Dari hipotesis yang kita ajukan,
sebagai jawaban sementara terhadap permasalahan yang dihadapi, harus kita
verifikasi kebenarannya secara empiris dengan jalan melakukan penelitian. Namun
harus dilihat bahwa tujuan akhir kita bukanlah penelitian, melainkan menemukan
jawaban untuk menanggulangi perilaku supir bis kota yang ugal-ugalan.
Penelitian adalah kegiatan perantara untuk menguji dugaan kita apakah didukung
data atau tidak. Dalam realitas hidup yang sebenarnya, hipotesis itu diujikan
dengan mengimplementasikan sebagai kebijakan publik secara terbatas sebagai uji
coba. Pengujian hipotesis bukanlah tujuan akhir dari proses pemecahan masalah,
melainkan rekomendasi pemecahan masalah berdasarkan tesis yang telah teruji
kebenarannya.
Implikasi Penelitian
Dalam penelitian yang
menghasilkan teori baru, tugas utama penelitian adalah menyusun dan menguji
keabsahan teori tersebut. Namun, bagi penelitian terapan yang bertujuan untuk
memecahkan masalah tertentu, maka menemukan hipotesis yang teruji hanyalah
merupakan langkah awal untuk mengembangkan pemecahan masalah yang sebenarnya.
Melakukan verifikasi teori
ilmiah hanya untuk verifikasi, tidak banyak gunanya terkecuali falsifikasi
terhadap sebuah teori. Kita bisa melakukan proses falsifikasi terhadap teori
Maslow di tanah Bugis, sebab disana kebutuhan hidup tidak mengikuti hierarki
Maslow. Dengan proses falsifikasi ini maka gugurlah teori Maslow di tanah Bugis
dan digantikan oleh teori baru yang merupakan modifikasi dari teori tersebut.

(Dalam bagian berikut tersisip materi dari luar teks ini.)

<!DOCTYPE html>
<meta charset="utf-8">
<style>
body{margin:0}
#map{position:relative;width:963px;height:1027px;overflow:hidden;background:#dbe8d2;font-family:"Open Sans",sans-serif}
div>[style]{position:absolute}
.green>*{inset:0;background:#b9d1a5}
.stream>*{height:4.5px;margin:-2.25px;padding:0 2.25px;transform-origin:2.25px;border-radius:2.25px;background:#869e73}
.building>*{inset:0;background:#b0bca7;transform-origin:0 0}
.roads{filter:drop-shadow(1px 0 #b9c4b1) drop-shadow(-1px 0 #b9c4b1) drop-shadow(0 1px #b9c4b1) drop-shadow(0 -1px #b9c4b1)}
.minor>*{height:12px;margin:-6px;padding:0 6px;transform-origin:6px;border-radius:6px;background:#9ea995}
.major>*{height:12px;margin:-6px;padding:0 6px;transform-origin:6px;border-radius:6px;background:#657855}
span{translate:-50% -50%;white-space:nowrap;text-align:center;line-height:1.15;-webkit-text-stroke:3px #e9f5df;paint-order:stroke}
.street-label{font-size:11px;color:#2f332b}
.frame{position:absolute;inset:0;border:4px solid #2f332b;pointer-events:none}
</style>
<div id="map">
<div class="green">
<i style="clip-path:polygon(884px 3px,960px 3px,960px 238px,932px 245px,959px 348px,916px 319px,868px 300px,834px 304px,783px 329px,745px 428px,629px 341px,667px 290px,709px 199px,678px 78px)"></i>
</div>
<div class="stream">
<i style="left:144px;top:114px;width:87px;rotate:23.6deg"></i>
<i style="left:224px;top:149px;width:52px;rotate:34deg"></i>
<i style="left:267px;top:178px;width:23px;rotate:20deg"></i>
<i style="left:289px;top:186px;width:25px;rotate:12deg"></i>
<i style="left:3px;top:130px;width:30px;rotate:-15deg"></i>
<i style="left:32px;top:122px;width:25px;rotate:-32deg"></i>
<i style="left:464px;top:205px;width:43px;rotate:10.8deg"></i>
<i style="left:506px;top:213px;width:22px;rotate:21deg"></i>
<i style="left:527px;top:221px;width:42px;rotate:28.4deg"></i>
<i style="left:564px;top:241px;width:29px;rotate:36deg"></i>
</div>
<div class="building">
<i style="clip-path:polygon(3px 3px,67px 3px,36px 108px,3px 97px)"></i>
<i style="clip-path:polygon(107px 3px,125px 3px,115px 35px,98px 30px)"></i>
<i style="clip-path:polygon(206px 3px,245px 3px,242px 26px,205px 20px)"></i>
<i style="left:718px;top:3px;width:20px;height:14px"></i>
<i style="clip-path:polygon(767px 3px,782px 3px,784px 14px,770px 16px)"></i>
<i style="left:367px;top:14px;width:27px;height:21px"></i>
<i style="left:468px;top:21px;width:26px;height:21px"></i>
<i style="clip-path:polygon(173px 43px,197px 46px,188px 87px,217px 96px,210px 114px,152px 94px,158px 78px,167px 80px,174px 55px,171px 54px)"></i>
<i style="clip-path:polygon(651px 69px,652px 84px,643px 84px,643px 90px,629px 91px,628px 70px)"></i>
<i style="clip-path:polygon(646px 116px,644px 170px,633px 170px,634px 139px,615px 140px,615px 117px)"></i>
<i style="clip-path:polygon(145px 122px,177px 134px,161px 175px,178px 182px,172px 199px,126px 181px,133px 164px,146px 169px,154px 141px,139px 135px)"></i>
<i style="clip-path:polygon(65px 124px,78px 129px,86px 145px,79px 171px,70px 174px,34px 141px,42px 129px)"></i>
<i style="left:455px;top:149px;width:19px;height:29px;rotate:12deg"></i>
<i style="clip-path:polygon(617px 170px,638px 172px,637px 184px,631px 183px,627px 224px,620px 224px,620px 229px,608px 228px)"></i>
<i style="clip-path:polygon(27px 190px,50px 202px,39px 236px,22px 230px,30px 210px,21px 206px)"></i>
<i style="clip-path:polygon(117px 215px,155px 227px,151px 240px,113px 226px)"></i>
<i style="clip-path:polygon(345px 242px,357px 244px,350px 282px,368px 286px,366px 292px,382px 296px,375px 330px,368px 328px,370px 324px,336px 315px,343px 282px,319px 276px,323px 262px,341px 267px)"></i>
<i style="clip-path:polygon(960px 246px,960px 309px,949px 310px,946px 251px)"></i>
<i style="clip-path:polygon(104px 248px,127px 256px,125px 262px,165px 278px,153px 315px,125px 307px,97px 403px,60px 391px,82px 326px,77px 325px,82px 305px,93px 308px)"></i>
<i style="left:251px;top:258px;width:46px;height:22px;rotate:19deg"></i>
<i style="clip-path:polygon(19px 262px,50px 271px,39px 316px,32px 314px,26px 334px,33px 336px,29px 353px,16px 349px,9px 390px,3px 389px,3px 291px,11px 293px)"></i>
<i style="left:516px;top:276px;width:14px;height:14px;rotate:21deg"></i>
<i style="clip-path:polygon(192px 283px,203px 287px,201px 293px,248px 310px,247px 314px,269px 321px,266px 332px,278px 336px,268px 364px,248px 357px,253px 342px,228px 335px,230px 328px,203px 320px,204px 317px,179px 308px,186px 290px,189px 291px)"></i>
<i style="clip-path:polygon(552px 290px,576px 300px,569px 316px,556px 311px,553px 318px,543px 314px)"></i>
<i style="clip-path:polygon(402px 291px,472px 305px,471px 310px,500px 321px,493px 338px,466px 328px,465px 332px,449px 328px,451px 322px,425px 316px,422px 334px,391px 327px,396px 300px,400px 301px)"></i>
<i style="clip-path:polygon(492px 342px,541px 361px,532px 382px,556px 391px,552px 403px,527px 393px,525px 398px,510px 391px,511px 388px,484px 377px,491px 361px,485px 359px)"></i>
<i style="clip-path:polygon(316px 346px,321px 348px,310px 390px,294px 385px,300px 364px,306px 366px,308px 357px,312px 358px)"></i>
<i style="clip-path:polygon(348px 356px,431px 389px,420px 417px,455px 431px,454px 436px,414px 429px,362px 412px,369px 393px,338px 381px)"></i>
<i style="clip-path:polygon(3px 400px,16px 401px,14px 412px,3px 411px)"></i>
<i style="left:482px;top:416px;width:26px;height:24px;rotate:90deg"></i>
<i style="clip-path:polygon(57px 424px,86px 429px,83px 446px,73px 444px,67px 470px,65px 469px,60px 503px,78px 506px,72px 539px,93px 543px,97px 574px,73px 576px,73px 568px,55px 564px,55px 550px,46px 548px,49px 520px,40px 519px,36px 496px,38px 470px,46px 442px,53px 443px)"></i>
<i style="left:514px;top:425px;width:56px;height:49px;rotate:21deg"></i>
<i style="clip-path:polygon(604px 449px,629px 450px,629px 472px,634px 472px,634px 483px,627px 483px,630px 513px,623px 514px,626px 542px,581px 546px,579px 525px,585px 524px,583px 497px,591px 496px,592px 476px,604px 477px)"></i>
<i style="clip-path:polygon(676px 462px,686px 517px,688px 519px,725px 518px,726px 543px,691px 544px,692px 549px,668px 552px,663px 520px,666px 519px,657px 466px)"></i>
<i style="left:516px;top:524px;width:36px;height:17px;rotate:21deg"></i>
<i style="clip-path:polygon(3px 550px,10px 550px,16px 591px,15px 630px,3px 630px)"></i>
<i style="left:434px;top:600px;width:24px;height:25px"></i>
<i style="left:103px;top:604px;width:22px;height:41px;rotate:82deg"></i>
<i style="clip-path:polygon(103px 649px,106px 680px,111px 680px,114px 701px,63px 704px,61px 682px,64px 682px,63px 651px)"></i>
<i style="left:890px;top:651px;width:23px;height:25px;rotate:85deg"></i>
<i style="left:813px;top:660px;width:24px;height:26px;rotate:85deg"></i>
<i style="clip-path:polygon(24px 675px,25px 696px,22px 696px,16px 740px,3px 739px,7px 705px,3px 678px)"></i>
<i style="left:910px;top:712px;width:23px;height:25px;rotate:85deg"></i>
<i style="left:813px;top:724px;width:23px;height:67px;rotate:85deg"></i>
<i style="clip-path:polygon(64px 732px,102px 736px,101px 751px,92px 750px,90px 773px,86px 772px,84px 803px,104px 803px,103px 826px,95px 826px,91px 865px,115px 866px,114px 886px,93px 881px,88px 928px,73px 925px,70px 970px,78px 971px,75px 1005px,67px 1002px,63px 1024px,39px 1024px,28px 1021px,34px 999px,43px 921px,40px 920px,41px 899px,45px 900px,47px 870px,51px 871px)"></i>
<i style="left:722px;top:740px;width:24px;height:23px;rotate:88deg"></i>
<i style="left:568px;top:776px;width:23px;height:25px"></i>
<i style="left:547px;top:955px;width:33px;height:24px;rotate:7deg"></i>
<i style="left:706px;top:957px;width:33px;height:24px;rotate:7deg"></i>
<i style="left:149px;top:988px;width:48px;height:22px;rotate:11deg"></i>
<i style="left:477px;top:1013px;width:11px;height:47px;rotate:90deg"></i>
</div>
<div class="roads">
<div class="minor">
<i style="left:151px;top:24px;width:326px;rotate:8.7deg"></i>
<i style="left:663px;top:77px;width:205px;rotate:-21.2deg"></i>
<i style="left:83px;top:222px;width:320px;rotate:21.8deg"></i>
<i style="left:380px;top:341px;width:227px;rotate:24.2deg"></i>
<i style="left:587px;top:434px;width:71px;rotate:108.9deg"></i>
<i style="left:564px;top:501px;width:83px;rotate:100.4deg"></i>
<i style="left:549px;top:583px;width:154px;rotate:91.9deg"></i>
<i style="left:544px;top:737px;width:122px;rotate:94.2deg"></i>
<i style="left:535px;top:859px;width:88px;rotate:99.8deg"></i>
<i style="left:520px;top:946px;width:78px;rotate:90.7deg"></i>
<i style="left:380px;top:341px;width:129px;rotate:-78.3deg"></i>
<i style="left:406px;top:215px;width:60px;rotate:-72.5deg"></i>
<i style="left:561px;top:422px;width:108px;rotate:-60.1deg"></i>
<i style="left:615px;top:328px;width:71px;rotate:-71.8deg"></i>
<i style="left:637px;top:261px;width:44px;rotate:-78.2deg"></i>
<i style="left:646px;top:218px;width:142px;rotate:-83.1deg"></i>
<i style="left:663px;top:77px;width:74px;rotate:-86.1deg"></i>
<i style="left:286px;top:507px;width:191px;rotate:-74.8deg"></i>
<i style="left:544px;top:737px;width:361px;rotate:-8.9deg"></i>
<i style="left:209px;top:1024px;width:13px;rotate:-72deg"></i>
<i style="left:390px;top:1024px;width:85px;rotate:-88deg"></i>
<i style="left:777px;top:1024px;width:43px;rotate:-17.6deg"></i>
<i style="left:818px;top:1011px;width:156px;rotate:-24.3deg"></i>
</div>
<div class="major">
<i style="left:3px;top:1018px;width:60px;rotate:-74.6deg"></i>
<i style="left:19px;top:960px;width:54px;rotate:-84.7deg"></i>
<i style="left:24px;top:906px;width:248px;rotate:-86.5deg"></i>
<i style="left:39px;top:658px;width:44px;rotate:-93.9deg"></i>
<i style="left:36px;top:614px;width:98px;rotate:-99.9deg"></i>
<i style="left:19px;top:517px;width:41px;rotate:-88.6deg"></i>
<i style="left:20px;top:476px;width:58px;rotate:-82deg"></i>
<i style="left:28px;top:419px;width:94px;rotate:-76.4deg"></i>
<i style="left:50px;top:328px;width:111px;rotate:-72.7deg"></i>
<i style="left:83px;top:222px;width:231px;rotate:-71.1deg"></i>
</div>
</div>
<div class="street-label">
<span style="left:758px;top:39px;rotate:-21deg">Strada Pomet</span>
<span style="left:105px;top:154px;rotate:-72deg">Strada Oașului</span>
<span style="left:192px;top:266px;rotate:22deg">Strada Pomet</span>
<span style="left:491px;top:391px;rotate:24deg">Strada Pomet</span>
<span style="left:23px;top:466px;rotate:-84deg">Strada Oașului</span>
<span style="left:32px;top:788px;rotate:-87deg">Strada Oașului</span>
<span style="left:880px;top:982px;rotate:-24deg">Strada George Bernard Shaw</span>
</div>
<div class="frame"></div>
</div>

Falsifikasi ala Karl Popper lebih ditujukan untuk menilai kebenaran sebuah
teori dan bukan untuk menggunakannya. Penelitian tetapan adalah penelitian yang
menggunakan teori untuk pemecahan masalah dan bukan untuk menilai kebenaran teori
yang kita pergunakan.
Ilmu berfungsi bukan sekedar
untuk mendeskripsikan, menjelaskan, dan memprediksikan gejala alam, namun juga
sekaligus mengontrolnya. Pemecahan terhadap permasalahan yang diajukan dalam
penelitian, yang pada hakikatnya merupakan upaya untuk mengontrol kejadian agar
sesuai dengan kehendak kita, merupakan tujuan utama penelitian dan bukan
pengujian hipotesis, walaupun pemecahan yang diajukan memang harus didasarkan
kepada hipotesis yang telah teruji agar mempunyai landasan keilmuan yang dapat
diandalkan.
Analisis kebijakan
menghasilkan rencana aksi yang keampuhannya akan kita coba dalam kegiatan
pemecahan masalah. Peranan keilmuan akan dapat dimanfaatkan kembali, yakni
dengan merancang dan melaksanakan action
research dalam skala kecil untuk menguji keampuhan konsep yang dihasilkan.
Setelah konsep itu berhasil dalam skala kecil, maka akan diimplementasi dalam
skala yang luas, sehingga kegiatan ilmiah berfungsi secara optimal dalam
permasalahan yang dihadapi.
Teori vs Kerangka Berpikir
Dalam penelitian ilmu-ilmu alam
yang dilaksanakan di laboratorium, lingkungan penelitian dapat dikontrol secara
fisik. Tetapi, dalam ilmu-ilmu sosial, dimana laboratoriumnya adalah kehidupan,
kontrol secara fisik adalah mustahil dilakukan, dan bila pun hal ini
dipaksakan, maka keadaannya menjadi tidak alamiah dan menjadi artifisial.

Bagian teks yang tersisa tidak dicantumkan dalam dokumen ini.